Estendeu-lhe uma pasta “Tem tudo aí, leia e prepare-se para uma reunião que está a ser coordenada pelo Porto, mas que se vai realizar aqui com gente de todo o lado. A ministra da tutela já está inteirada e virá assistir ao final da reunião para participar nas conclusões. Os diretores das diferentes instituições e centros estão já a trabalhar sobre esta mesma informação” à medida que o professor ia falando as feições iam-se descontraindo como se aquela simples transmissão lhe aliviasse a tensão provocada pelo segredo que estava a ser partilhado. 
O mesmo se passava com ela que, à medida que o ia ouvindo, se iam dissipando os receios para no lugar deles se instalar a curiosidade e a perceção de estar perante questão de grande gravidade: “E de que se trata, professor?”, “Todos esses documentos, oriundos das mais diversas partes do mundo, referem baixas impressionantes na salinidade da água do mar. Há dados, como os do golfo de Omã, onde a água é praticamente a de um rio… e nem uma única espécie marinha a ser atingida a ponto de essa alteração lhe causar a morte. Há no meio dessa papelada relatórios de especialistas de biologia genética e biologistas moleculares que dão conta de mudanças inexplicáveis em todas as espécies analisadas. Por enquanto apenas foram detetadas modificações morfológicas visíveis em dois pontos muito distantes, um no Chile outro na África do Sul… a comunidade piscatória desses países ainda não reagiu e a imprensa até há duas horas atrás não sabia de nada.” 
Interrompeu e olhou o relógio para depois propor “Vá doutora, já passa um pouco das 11, se achar bem mandamos vir alguma coisa para comer e ficamos por aqui. Acha que 2 horas lhe bastam para ler tudo isso e falarmos de seguida? “ A resposta foi um sorriso, ambos sabiam bem quanto gostavam, uma e outro, trabalhar sob pressão…

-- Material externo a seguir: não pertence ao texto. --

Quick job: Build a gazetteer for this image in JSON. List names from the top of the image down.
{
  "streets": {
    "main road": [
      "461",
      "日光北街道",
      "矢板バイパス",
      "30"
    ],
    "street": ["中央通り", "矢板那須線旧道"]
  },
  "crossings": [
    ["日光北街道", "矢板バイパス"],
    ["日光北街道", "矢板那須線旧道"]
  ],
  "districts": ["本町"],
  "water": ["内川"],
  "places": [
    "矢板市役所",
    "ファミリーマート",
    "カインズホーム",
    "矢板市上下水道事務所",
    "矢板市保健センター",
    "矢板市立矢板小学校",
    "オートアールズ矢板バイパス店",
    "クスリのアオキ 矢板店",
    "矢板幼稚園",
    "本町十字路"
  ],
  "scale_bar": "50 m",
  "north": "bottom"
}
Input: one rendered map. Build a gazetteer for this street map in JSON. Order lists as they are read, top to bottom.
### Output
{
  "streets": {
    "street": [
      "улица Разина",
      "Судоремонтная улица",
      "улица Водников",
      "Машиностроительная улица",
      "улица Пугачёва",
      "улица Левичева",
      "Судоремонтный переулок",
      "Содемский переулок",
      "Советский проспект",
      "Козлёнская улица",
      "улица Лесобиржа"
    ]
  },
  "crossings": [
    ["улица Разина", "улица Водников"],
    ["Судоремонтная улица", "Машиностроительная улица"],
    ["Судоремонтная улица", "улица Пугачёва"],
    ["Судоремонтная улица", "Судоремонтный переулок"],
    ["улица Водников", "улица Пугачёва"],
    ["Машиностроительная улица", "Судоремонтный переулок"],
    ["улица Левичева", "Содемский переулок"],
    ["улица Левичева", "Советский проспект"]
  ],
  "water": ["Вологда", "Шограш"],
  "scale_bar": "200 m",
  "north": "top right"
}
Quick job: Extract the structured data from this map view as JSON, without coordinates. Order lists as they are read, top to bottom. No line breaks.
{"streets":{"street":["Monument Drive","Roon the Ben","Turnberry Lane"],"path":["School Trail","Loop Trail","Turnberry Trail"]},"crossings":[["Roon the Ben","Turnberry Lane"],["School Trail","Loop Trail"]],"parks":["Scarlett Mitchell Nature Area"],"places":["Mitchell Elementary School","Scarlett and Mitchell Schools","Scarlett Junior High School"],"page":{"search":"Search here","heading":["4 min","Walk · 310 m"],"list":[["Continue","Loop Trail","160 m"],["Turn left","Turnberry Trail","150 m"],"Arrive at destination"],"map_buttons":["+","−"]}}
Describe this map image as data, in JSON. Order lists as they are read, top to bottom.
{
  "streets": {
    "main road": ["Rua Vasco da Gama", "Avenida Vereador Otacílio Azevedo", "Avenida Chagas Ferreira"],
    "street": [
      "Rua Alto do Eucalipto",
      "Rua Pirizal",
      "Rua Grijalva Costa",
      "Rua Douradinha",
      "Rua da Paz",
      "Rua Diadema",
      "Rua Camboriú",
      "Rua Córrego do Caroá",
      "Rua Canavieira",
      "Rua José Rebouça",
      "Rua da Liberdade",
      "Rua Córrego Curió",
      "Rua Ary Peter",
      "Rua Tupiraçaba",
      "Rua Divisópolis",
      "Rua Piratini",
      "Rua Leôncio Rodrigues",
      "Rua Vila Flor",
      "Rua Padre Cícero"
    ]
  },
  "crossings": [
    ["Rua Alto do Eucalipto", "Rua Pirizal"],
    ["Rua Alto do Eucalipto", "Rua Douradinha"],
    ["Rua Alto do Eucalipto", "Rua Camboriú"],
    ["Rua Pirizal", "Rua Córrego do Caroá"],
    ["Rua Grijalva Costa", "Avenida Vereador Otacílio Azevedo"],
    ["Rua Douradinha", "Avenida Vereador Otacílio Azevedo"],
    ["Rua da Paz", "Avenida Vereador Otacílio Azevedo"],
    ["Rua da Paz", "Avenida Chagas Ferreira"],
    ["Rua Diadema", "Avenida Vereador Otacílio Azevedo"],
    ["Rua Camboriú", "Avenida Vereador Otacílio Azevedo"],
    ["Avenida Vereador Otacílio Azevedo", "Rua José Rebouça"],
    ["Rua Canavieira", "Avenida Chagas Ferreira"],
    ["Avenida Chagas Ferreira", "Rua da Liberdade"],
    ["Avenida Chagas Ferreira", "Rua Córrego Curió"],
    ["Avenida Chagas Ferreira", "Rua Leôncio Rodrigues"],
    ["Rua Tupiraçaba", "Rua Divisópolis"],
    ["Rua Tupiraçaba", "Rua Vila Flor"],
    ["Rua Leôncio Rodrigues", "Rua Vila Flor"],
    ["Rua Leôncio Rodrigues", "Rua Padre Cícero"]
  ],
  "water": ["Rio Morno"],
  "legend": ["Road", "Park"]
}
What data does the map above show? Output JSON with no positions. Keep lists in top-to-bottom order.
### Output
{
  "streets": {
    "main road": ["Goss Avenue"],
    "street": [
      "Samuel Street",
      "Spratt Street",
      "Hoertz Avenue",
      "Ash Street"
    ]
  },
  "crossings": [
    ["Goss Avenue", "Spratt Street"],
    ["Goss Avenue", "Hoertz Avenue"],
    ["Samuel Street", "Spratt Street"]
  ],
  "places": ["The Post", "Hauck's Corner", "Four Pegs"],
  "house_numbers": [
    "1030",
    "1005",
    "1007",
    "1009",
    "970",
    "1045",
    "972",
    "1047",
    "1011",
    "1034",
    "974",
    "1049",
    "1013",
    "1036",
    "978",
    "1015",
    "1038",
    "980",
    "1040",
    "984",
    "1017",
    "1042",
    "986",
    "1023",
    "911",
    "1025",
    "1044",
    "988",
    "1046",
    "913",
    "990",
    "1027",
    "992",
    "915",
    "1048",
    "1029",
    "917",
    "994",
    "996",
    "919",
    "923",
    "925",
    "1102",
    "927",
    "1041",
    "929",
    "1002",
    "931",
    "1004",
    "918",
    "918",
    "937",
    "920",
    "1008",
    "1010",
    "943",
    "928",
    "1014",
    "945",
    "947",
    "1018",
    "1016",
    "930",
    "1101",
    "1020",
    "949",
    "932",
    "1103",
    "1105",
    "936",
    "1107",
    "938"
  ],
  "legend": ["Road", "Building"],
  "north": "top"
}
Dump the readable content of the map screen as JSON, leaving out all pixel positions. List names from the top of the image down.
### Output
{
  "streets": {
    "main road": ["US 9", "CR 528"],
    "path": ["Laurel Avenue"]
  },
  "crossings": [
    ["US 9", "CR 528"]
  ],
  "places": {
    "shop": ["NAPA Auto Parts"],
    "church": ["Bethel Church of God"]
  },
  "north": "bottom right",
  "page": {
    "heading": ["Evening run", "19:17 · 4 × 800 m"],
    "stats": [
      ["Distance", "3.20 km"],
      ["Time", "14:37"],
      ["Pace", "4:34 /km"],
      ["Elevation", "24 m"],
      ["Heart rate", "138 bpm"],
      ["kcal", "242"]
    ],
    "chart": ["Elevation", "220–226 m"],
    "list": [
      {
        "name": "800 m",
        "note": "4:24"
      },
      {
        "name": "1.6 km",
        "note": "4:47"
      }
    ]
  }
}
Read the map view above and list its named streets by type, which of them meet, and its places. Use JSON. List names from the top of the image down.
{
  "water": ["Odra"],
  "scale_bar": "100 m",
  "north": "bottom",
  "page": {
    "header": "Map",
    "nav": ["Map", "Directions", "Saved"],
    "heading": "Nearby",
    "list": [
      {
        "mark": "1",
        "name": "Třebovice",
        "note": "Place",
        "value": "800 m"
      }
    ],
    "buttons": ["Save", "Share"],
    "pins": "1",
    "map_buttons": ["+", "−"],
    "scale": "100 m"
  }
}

Como se fosse a primeira noite – Ele e ela encontraram-se à nova hora aprazada, depois de ela lhe ter ligado a dizer que iria chegar só à hora do jantar e que jantariam no mesmo restaurante onde dois anos antes o fizeram juntos pela primeira vez. Durante a espera do que escolheram para comer e durante o tempo em que comiam não falaram de outra coisa para além do que tinha mudado as suas vidas. Ela falou, vagamente, do projeto e da reunião convocada de emergência. Ele falou, sem detalhes, do conteúdo do seu novo trabalho. Falaram deles e dos planos de vida que imaginaram passar a poder ter. Saíram da cidade. 
Para onde foram prolongaram a noite, trocando gestos de afetos, alongando beijos e caricias até os corpos se darem uma e outra vez, sob o olhar conivente das flores cujas pétalas se ruborizavam contrastando com as cores daquele leito de erva refrescada pela brisa da noite e pelo humos de uma terra que se agitava, ela também, sob a volúpia dos amantes. Amaram-se como se fosse a sua primeira noite.  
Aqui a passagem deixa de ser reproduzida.